Chinese authorities are secretly moving Falun Gong practitioners out of Beijing-area labor camps and detention centers to prepare for potential visits by foreign media, a group that monitors the plight of Falun Gong in China said Monday.
The Falun Dafa Information Center says the move came after it released a guide leading journalists to jails where Falun Gong practitioners are tortured, the Center said. Many of the sites in its guide are near Olympic venues in China.
Relying on their network of contacts inside China, the Information Center says practitioners detained in Beijing have been moved to Shanxi Forced Labor Camp and the Shanxi Women's Forced Labor Camp, and some to Inner Mongolia.

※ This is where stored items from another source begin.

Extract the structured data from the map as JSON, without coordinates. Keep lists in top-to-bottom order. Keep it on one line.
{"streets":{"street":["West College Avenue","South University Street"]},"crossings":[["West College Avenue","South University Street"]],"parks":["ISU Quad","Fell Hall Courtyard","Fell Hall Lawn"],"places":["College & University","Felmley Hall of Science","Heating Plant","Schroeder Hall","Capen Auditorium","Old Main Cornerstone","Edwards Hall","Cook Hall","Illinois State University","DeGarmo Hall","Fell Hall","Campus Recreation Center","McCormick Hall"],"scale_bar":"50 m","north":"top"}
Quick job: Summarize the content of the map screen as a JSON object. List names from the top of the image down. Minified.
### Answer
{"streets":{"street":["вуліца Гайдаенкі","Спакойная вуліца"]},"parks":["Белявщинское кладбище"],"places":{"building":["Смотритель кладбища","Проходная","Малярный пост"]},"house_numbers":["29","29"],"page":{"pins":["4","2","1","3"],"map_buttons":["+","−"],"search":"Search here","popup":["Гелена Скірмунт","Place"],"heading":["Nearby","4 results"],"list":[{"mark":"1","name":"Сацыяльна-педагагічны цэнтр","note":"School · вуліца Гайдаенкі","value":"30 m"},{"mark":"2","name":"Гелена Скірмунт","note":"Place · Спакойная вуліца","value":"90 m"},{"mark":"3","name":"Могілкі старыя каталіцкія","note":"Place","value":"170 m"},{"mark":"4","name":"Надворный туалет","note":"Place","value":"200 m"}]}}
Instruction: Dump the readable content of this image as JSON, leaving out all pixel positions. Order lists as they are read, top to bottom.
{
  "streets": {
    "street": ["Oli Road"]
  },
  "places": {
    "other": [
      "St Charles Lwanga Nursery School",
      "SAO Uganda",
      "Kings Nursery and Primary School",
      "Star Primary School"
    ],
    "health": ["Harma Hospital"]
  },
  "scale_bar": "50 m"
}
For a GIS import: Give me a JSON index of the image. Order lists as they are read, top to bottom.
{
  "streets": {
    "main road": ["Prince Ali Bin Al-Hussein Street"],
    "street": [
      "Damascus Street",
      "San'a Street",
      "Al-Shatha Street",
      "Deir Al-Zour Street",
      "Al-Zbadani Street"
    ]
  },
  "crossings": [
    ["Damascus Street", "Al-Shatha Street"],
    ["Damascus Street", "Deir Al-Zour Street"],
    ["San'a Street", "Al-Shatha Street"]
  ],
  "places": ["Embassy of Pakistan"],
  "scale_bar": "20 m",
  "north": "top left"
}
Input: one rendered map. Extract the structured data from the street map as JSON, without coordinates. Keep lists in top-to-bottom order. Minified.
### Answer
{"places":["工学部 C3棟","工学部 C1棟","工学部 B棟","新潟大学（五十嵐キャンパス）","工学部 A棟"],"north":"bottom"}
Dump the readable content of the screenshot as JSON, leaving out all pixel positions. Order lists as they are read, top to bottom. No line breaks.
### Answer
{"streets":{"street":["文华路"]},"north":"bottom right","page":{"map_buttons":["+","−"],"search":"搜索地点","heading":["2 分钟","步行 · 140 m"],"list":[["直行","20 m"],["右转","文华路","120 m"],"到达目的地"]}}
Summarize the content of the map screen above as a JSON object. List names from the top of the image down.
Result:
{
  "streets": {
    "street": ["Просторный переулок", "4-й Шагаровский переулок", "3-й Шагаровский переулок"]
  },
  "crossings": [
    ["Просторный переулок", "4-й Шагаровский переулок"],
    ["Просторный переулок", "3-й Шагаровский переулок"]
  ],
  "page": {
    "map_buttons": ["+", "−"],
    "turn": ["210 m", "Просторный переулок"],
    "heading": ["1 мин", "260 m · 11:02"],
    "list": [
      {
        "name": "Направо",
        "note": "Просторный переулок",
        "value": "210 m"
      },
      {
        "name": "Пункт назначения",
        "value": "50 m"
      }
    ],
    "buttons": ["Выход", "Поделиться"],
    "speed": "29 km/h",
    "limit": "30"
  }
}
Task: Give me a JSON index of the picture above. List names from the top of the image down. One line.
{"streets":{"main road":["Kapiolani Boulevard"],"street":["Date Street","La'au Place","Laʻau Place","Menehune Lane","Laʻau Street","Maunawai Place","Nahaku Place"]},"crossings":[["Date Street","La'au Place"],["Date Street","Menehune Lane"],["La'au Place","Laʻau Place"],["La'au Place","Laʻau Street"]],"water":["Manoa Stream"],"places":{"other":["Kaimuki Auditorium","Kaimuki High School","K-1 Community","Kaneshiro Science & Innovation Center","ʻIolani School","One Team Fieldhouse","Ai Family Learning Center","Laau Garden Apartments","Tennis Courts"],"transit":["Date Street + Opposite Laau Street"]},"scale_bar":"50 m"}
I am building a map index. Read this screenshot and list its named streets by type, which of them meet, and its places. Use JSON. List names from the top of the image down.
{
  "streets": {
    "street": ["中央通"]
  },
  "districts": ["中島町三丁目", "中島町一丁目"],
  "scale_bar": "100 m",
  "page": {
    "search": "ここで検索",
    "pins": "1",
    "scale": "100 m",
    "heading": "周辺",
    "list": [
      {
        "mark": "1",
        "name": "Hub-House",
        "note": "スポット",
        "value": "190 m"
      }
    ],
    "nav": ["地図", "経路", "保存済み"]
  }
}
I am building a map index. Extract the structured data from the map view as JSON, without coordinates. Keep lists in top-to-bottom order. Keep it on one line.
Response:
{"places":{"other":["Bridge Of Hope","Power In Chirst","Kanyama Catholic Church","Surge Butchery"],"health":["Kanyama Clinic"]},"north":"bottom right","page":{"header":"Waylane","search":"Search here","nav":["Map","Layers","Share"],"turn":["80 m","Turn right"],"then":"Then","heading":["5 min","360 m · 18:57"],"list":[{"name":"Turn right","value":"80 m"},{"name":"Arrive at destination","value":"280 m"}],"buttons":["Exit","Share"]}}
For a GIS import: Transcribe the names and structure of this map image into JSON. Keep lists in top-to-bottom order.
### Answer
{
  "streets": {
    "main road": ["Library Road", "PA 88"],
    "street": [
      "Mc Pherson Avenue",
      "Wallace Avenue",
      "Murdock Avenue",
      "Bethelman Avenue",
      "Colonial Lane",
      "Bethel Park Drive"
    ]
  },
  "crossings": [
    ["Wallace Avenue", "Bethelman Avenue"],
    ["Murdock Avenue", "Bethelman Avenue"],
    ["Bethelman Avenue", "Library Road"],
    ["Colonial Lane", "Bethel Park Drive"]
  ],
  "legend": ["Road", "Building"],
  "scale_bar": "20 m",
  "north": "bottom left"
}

Those moved out of Beijing are being replaced with individuals who claim to have renounced Falun Gong, and who are prepared to repeat the regime’s line on Falun Gong to Western press, the Center says.
The Information Center suggests that Beijing authorities may be planning a media stunt for journalists.
"They’re moving victims of torture and other abuses out of Beijing, and replacing them with individuals who parrot the CCP’s stance on Falun Gong," says Mr. Erping Zhang, spokesperson for the Information Center.
"Think about it...they are preparing ‘show tours’ to pull the wool over the eyes of the international community. We trust journalists in Beijing won’t be taken in by these tactics."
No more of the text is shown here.